A: Applications for both commissions will be published by Colorado Legislative Council by August 10, 2020. Applications must be returned by November 10, 2020. Colorado Neighborhood Coalition will send you a link to the application when it is published, if you enter your name and email address here. While we do not know the exact content of the application questionnaire at this point, we do know that it will afford applicants an opportunity to state why they want to serve on the commission, describe how they will promote consensus on the commission, and include up to four letters of recommendation.
Q: How and when are the commissioners selected?
A: Appointments to each commission take place in February and March, 2021, through multiple phases. The commissioner selection process includes checks and balances to ensure independents are not agents of the two parties: a rigorous application process, a five-year registration requirement, a panel of three retired judges (no more than one of which is registered with any given party) who must unanimously agree to appointments, and a random selection process. Here are the key dates for development of each commission:
Q: Who chooses the retired judges who oversee the selection of the commission members?
A: The judicial panel consists of the three most recent retirees from the Colorado Supreme Court and the Colorado Court of Appeals, except that no more than one can be a member of any given political party. The panel’s decisions require unanimity.
Q: What qualities will the panel look for in prospective commissioners?
A: The panel will ensure that the commission consists of four Democrats, four Republicans and four unaffiliated voters. It must ensure that each of the state’s seven congressional districts have at least one and no more than two representatives on each commission. The panel will work to ensure that each commission reflects the state’s geographic, racial and ethnic diversity. And in selecting finalists, the panel must look for individuals who (1) have experience organizing, representing, advocating for, adjudicating the interests of, or actively participating in groups, organizations or associations in Colorado, and (2) relevant analytical skills, the ability to be impartial, and the ability to promote consensus on the commissions.
Q: What criteria are used to draw the maps?
A: The commissions are required to comply with the following criteria in drawing maps: Visit: www.ColoradoNeighborhoodCoalition.org for more information.
Q: Who draws the maps?
A: Each commission is composed of 12 members: 4 Democrats, 4 Republicans and 4 Unaffiliated voters. The commission’s maps are drawn by professional, nonpartisan Legislative Council staff. Any Colorado citizen can submit a map for the commission’s consideration.
Q: If I’m selected, what are the commitments of time and resources from me?
A: The time commitment for serving on the commission is substantial.
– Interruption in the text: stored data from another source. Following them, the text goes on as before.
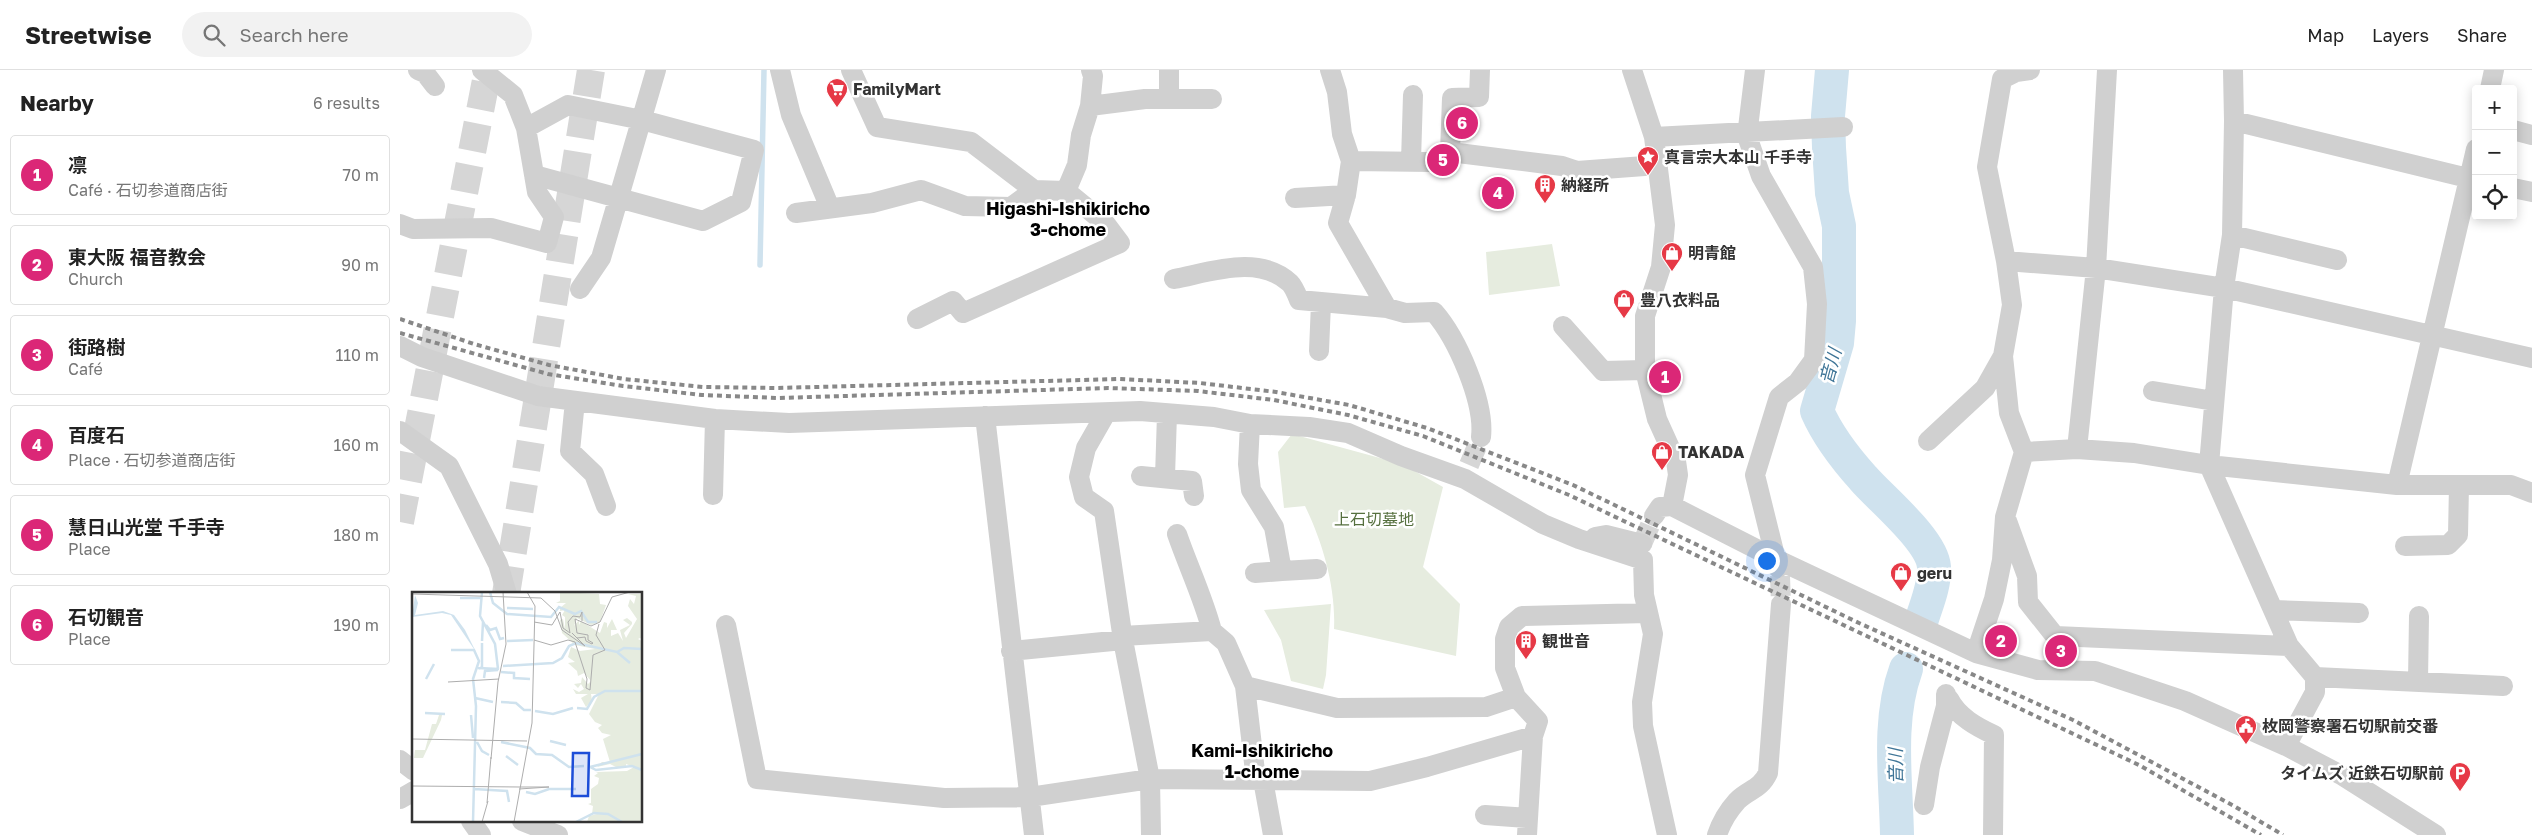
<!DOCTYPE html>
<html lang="en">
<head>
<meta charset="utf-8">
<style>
	:root { --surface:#fff; --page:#f2f2f2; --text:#222; --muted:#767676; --line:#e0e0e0; --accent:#db2777 }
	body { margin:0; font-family:"Golos Text","Noto Sans JP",sans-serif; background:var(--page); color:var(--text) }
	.controls { position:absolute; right:15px; top:15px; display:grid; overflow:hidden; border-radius:5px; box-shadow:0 2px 12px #0003 }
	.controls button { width:45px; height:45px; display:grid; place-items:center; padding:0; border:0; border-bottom:1px solid var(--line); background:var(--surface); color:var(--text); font:25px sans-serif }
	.you { position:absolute; left:1366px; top:490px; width:18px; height:18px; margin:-12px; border:4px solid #fff; border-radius:50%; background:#1a73e8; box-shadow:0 0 0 8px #1a73e833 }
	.badge { display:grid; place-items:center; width:32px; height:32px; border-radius:50%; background:var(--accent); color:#fff; font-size:16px; font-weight:700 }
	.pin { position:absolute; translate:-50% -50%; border:2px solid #fff; box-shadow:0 1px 5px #0006 }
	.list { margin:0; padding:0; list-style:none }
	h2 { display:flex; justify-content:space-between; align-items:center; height:65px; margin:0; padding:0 20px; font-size:21px }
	h2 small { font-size:16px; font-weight:400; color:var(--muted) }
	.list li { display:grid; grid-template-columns:32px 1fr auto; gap:15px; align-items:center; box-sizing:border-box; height:80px; margin:0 10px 10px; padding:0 10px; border:1px solid var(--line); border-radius:5px }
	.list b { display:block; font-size:19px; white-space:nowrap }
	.list p { margin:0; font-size:16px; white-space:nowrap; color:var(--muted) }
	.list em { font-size:16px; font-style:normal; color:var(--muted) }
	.icon { flex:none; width:28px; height:28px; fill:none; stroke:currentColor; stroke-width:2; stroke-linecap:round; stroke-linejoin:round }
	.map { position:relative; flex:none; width:2132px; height:765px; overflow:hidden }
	header { display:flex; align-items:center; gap:30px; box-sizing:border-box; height:70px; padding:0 25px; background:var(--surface); border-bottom:1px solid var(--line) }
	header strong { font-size:24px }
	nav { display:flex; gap:28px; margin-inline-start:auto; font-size:18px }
	.search { width:350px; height:45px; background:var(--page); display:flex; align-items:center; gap:12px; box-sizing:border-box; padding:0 18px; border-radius:28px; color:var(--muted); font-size:19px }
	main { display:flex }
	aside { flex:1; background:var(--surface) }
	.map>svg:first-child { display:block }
</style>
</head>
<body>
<header>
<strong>Streetwise</strong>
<div class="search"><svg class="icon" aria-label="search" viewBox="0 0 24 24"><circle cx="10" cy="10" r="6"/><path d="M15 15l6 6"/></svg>Search here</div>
<nav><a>Map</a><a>Layers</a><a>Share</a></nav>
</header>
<main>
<aside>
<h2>Nearby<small>6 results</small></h2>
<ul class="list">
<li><span class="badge">1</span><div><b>凛</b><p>Café · 石切参道商店街</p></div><em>70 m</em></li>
<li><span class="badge">2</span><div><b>東大阪 福音教会</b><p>Church</p></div><em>90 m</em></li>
<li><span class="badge">3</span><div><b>街路樹</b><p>Café</p></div><em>110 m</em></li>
<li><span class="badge">4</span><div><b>百度石</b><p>Place · 石切参道商店街</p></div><em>160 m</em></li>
<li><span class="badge">5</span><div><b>慧日山光堂 千手寺</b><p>Place</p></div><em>180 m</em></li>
<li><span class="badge">6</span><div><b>石切観音</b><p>Place</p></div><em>190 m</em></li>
</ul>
</aside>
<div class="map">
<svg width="2132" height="765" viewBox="0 0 2132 765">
	<rect width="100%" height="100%" fill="#fff"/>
	<path fill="#e6ecdf" d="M 1152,174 L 1160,216 L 1089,225 L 1086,182 Z
		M 892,364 L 1002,394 L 1043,417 L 1023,497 L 1060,534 L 1056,586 L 934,559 C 936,518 923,473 905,436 L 884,438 L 878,382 Z
		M 931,534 L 926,605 L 923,619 L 891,611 L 881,570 L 864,540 Z"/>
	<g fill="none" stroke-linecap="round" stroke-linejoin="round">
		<path stroke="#cfe2ee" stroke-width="5.5" d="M 360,195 L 364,0"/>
		<path stroke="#cfe2ee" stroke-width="34" d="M 1432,0 L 1428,46 L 1429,78 L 1432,123 L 1439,156 L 1439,251 L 1437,273 L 1417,341 C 1428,366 1445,388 1463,408 C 1480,428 1532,470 1534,497 C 1535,514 1527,533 1522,549
			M 1497,765 C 1496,710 1487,651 1506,599"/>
		<path stroke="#d6d6d6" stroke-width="20" stroke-dasharray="20 10" stroke-linecap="butt" d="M 1069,395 L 1081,367
			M 1242,474 L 1254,446
			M 1380,506 L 1381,534"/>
		<path stroke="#d6d6d6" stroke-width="28" stroke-dasharray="28 14" stroke-linecap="butt" d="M 0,452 L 88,0
			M 106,524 L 191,0"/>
		<path stroke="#d0d0d0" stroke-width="20" d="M 18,0 L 25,3 L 35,16
			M 380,0 L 391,45 L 430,138
			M 451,0 L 477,57 L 571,72 L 634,120 L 666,121 L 705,153 L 720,173 L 563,243 L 553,231 L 517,249
			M 769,0 L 769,29
			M 930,0 L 937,22 L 942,64 L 951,91 L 946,125 L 938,153 L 987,238 L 1005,243 L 1034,242 C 1057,268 1085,332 1081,367
			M 1080,0 L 1079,27 L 1052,28 L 1050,82 L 1162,96 L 1177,101 L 1258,95
			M 1232,0 L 1254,67 L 1265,155 L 1261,197 L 1245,246 L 1245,300 L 1257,349 L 1276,391 L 1278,405 L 1272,436
			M 1355,0 L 1347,66 L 1361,106 L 1413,197 L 1417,234 L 1414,290 L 1398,312 L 1379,327 L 1355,405 L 1378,498
			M 1833,0 L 1834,51 L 1832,165 L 1824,218 L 1809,395 L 1889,576 L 1915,607 L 1915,622 L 1886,676
			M 2090,19 L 2094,0
			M 690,36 L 745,29 L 812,29
			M 1834,51 L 2076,110
			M 126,58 L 168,35 L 242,50 L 354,80 L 341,132 L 303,151 L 134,105
			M 2113,60 L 2132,65
			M 1254,67 L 1443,57
			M 951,91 L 1032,92 L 1050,82
			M 1011,91 L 1013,25
			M 2113,118 L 2132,122
			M 666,121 L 677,95 L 681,65 L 690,36 L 693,6 L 691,0
			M 895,128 L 946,125
			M 396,143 L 472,133 L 521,120 L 565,136 L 611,137 L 634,120
			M 0,154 L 13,159 L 91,158 L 147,173 L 154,147 L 137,122 L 126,58 L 113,25 L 82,0
			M 1832,165 L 1937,190
			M 1606,191 L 1696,198 L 1824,218 L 2132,288
			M 774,209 C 811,202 859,184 890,213 C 894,217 897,225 899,230 L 987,238
			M 180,219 L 201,188 L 256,0
			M 1163,256 L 1203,301 L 1245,300
			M 0,276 L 22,287 L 138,326 L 315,349 L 389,353 L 740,341 L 814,347 L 850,354 L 909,357 L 948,363 L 1001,386 L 1065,409 L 1143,454 L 1179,469 L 1243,490 L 1244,525 L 1253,564 L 1242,632 L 1243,656 L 1267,765
			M 919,281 L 921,233
			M 1753,321 L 1814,331
			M 175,331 L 170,381 L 194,404 L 206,436
			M 706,343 L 686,378 L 679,407 L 684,427 L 704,441 L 723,570 L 750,709 L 751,765
			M 585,346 L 634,765
			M 850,354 L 848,394 L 851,420 L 874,457 L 882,501 L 917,499
			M 0,361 L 49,396 L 98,494 L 107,524
			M 1528,371 L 1585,318 L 1603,286
			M 1677,379 L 1696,198 L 1707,0
			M 1624,382 L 1677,379 L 1734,383 L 1809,395 L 1997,415 L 2111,415 L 2132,423
			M 741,406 L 792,411 L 794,426
			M 765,407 L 767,344
			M 1997,415 L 2076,79
			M 313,425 L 315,349
			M 1254,446 L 1260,437 L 1272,436 L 1376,489 L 1576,583 L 1638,600 L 1695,601 L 1785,631 L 1886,676 L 1943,706 L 2036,765
			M 1607,451 L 1627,506 L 1628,532 L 1655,566 L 1889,576
			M 777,464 C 788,496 803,527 812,561
			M 1195,467 L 1206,465 L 1242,474
			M 2005,476 L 2048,475 L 2058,465 L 2059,415
			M 855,503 L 882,501
			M 1874,540 L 1959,543
			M 326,555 L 357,709 L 544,728 L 630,727 L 750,709 L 970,711 L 1027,697 L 1133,666
			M 722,566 L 812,561 L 826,573 L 845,616 L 856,710
			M 611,581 L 723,570
			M 1576,583 L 1594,529 L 1602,490 L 1605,447 L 1624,382 L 1609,343 L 1603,286 L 1612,235 L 1606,191 L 1587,97 L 1602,9 L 1616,2 L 1630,0
			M 1915,607 L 2103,616
			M 2018,611 L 2019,546
			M 845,616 L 937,638 L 1086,637 L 1116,627
			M 1549,629 C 1558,647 1577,657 1594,665 L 1593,765
			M 0,690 L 14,701
			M 863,710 L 873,765
			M 0,729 L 14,721
			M 1524,735 L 1530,697 L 1546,636 L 1546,624
			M 1085,745 L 1128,748
			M 71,751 L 81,765
			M 122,751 L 158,765
			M 1127,765 L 1133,666 L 1138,651 L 1116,627 L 1105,598 L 1105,569 L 1109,557 L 1122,546 L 1248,543
			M 1317,765 C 1321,753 1328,741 1337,731 C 1349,719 1360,720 1368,703 L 1381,534"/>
		<path stroke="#888" stroke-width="4" stroke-dasharray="5 4" stroke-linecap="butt" d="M 0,249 L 74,274 L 149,295 L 224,309 L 303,317 L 377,318 L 720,309 L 800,313 L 876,322 L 949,335 L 1027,358 L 1173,415 L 1459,553 L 1673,650 L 1834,736 L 1883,765
			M 0,263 L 148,304 L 223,316 L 302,325 L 378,328 L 708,318 L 798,321 L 874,330 L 948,345 L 1023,366 L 1169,425 L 1739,695 L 1861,765"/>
	</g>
	<defs>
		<g id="supermarket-pin" transform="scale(1.125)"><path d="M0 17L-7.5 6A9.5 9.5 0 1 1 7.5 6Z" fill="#e63946" stroke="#fff"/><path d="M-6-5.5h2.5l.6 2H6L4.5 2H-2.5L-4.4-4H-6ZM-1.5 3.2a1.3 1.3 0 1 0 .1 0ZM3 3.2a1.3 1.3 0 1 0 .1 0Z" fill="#fff"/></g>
		<g id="sight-pin" transform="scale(1.125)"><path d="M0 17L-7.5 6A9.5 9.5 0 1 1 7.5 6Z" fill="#e63946" stroke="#fff"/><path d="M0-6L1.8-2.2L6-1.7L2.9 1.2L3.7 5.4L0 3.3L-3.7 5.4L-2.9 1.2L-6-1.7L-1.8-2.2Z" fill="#fff"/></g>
		<g id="building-pin" transform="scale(1.125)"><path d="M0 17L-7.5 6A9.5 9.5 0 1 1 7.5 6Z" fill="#e63946" stroke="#fff"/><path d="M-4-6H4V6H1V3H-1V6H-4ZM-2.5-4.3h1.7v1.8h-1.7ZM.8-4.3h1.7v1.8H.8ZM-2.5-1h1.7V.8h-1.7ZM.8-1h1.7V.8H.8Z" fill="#fff"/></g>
		<g id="shop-pin" transform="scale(1.125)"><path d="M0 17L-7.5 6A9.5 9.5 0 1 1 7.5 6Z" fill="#e63946" stroke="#fff"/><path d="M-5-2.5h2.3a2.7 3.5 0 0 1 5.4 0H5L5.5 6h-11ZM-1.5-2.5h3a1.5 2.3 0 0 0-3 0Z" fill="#fff"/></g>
		<g id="civic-pin" transform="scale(1.125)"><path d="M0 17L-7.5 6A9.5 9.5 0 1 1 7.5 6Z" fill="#e63946" stroke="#fff"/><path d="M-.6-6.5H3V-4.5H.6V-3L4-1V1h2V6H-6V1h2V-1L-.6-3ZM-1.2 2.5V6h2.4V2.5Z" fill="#fff"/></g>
		<g id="parking-pin" transform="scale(1.125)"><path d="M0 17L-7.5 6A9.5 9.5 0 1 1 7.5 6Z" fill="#e63946" stroke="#fff"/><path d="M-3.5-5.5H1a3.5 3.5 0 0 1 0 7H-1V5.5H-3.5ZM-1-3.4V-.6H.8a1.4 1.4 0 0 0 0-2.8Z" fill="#fff"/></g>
	</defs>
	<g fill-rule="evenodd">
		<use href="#supermarket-pin" x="437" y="19"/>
		<use href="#sight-pin" x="1248" y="87"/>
		<use href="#building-pin" x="1145" y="115"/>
		<use href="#shop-pin" x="1272" y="183"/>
		<use href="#shop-pin" x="1224" y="230"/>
		<use href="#shop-pin" x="1262" y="382"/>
		<use href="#shop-pin" x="1501" y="503"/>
		<use href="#building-pin" x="1126" y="571"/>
		<use href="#civic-pin" x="1846" y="656"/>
		<use href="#parking-pin" x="2060" y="703"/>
	</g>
	<g text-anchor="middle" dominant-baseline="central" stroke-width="5" stroke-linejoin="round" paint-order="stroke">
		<g font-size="16" font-weight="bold" fill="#333" stroke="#fff" text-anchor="start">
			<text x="453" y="19">FamilyMart</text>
			<text x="1264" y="87">真言宗大本山 千手寺</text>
			<text x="1161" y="115">納経所</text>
			<text x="1288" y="183">明青館</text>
			<text x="1240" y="230">豊八衣料品</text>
			<text x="1278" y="382">TAKADA</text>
			<text x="1517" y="503">geru</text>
			<text x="1142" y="571">観世音</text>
			<text x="1862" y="656">枚岡警察署石切駅前交番</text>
			<text x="2044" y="703" text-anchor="end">タイムズ 近鉄石切駅前</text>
		</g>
		<g font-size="16" fill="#56703f" stroke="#fff">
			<text x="974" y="449">上石切墓地</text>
		</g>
		<g font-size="18" font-weight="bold" fill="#000" stroke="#fff">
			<text x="668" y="138">Higashi-Ishikiricho<tspan x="668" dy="21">3-chome</tspan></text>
			<text x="862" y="680">Kami-Ishikiricho<tspan x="862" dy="21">1-chome</tspan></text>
		</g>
		<g font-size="18" font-style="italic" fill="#3f7597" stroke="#fff">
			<text transform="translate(1430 296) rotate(-75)">音川</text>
			<text transform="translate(1495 696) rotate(-91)">音川</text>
		</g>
	</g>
	<g transform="translate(12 522)">
		<rect width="230" height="230" fill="#fff"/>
		<path d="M 148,0 L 187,2 L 188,12 L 194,13 L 188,30 L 179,33 L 165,26 L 162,34 L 167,28 L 167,33 L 169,29 L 188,41 L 192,30 L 195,31 L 195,36 L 200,27 L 205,38 L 199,38 L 199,44 L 206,41 L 211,49 L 208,38 L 218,33 L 211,28 L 215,26 L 220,30 L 220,32 L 212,41 L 214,46 L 225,27 L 216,14 L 218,7 L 222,12 L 224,4 L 216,2 L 230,2 L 230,47 L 228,46 L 226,47 L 230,49 L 230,230 L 175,230 L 177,224 L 185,222 L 180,222 L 181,214 L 176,212 L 179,211 L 179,197 L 186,192 L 187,186 L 182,184 L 186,181 L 184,180 L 215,179 L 222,175 L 214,172 L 214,175 L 204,175 L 198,172 L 185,175 L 190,170 L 198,170 L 191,147 L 199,143 L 190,141 L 186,136 L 190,133 L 183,130 L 177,122 L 187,102 L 179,102 L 180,109 L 174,115 L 169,106 L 176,102 L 164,102 L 161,97 L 167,100 L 172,97 L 169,92 L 166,96 L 162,92 L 169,91 L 170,85 L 176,92 L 179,89 L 172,81 L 166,84 L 165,79 L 156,71 L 163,70 L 156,65 L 159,55 L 168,59 L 183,57 L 163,53 L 150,41 L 148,28 L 151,27 L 153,37 L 153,25 L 150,23 L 153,18 L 148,19 L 148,16 L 154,11 L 144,11 L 148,9 ZM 27,123 L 30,123 L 29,128 L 11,166 L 2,166 L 3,158 L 13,158 L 20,132 L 24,132 Z" fill="#e6ecdf"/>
		<path d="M 3,3 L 6,11 L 3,23 L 31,19 L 42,23 L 53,38 L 64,60 L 39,23 L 30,21 L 0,25 Z" fill="#cfe2ee"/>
		<path fill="none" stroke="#cfe2ee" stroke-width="2.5" d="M 70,0 L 68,24 L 83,52 L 86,77M 78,0 L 81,11 L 95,22 L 139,25 L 147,15 L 163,22 L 169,19 L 176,30 L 185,30M 48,6 L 69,6M 95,16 L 121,17M 74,33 L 78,38 L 84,36 L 88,47 L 92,46M 70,49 L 71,30M 95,49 L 121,48M 39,58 L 63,58M 205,60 L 218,71M 91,74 L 141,71 L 150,66 L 157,54 L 164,51 L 205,60 L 212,56 L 230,57M 66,76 L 87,77M 67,77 L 70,75 L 70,51M 89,80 L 102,81 L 102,86 L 118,87M 72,86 L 73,79 L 86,78M 14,87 L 22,72M 63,106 L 81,110M 89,110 L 104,111 L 112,118 L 119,118M 165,116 L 175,117 L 182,105 L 193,99 L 230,99M 123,119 L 141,122 L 161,116M 13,121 L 33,122M 59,123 L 61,146M 138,149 L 154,153M 65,150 L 70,159 L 77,163M 89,150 L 118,156 L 124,162 L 140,163 L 157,175 L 172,174M 94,164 L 106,173M 178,175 L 230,162M 178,175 L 184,178 L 220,174 L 230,178M 62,197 L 95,199 L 97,210M 114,200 L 123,202 L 137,197 L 164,197M 61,230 L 64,114 L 61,87 L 67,69 L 62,58M 164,230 L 182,221 L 196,222 L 210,230"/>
		<path fill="none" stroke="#adadad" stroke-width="1" d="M 0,2 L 129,6 L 143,19 L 150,38 L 173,54 L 160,41 L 165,46 L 173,45 L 174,49 L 180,52 L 181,51 L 176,48 L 176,43 L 165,41 L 163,27 L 179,34 L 188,30 L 200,5 L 218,0M 122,30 L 140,33 L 148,20 L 151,36 L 158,41 L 156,30 L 161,24 L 168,25 L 170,20 L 170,29M 122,48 L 139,53 L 156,48 L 163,50 L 175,87 L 174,96 L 178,98 L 181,63 L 193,58 L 184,43 L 187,32M 36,90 L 87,87M 0,147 L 115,149M 79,167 L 86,90 L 94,52 L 91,0M 0,194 L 108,195M 107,197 L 137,195 L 108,195M 75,211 L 79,165M 70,230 L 76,209M 102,230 L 120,131 L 123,14 L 115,0"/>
		<path fill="#1d4ed8" fill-opacity="0.15" stroke="#1d4ed8" stroke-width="2.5" d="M 161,161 L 177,161 L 176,204 L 160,204 Z"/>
		<rect width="230" height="230" fill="none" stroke="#333" stroke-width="2.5"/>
	</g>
</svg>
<div class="controls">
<button>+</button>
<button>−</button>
<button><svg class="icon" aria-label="locate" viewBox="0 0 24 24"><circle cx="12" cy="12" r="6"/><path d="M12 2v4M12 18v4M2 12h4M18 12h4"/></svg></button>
</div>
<div class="you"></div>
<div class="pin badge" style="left:1265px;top:307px">1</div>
<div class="pin badge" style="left:1601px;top:571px">2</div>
<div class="pin badge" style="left:1661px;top:581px">3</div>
<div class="pin badge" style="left:1098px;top:123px">4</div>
<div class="pin badge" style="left:1043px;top:90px">5</div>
<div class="pin badge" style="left:1062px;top:53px">6</div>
</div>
</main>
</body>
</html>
The commission sets its own meeting schedule. In the past, the commission met once every week or two for a period of several months. Most such meetings take place in Denver. However, once the preliminary plan is published, likely in May and June 2021 (subject to alteration, if Census data delivery is delayed) the commission must hold hearings throughout the state. Additionally, Commissioners will want to spend time reviewing public comment and perhaps developing and/or negotiating maps.
Q: If I’m not selected for the commissions, what opportunities exist for public input?
A: Several opportunities exist for public input. The commission will have a website by which citizens can comment on proposed maps or even submit proposed maps. The commission will also hold public hearings throughout the process.
Q: Will COVID-19 affect the redistricting process?
A: The U.S. Census Bureau projects that COVID-19 will delay the delivery of Census data to the states by as much as 90 days. A process that normally would kick off in earnest in March 2021 could therefore be delayed.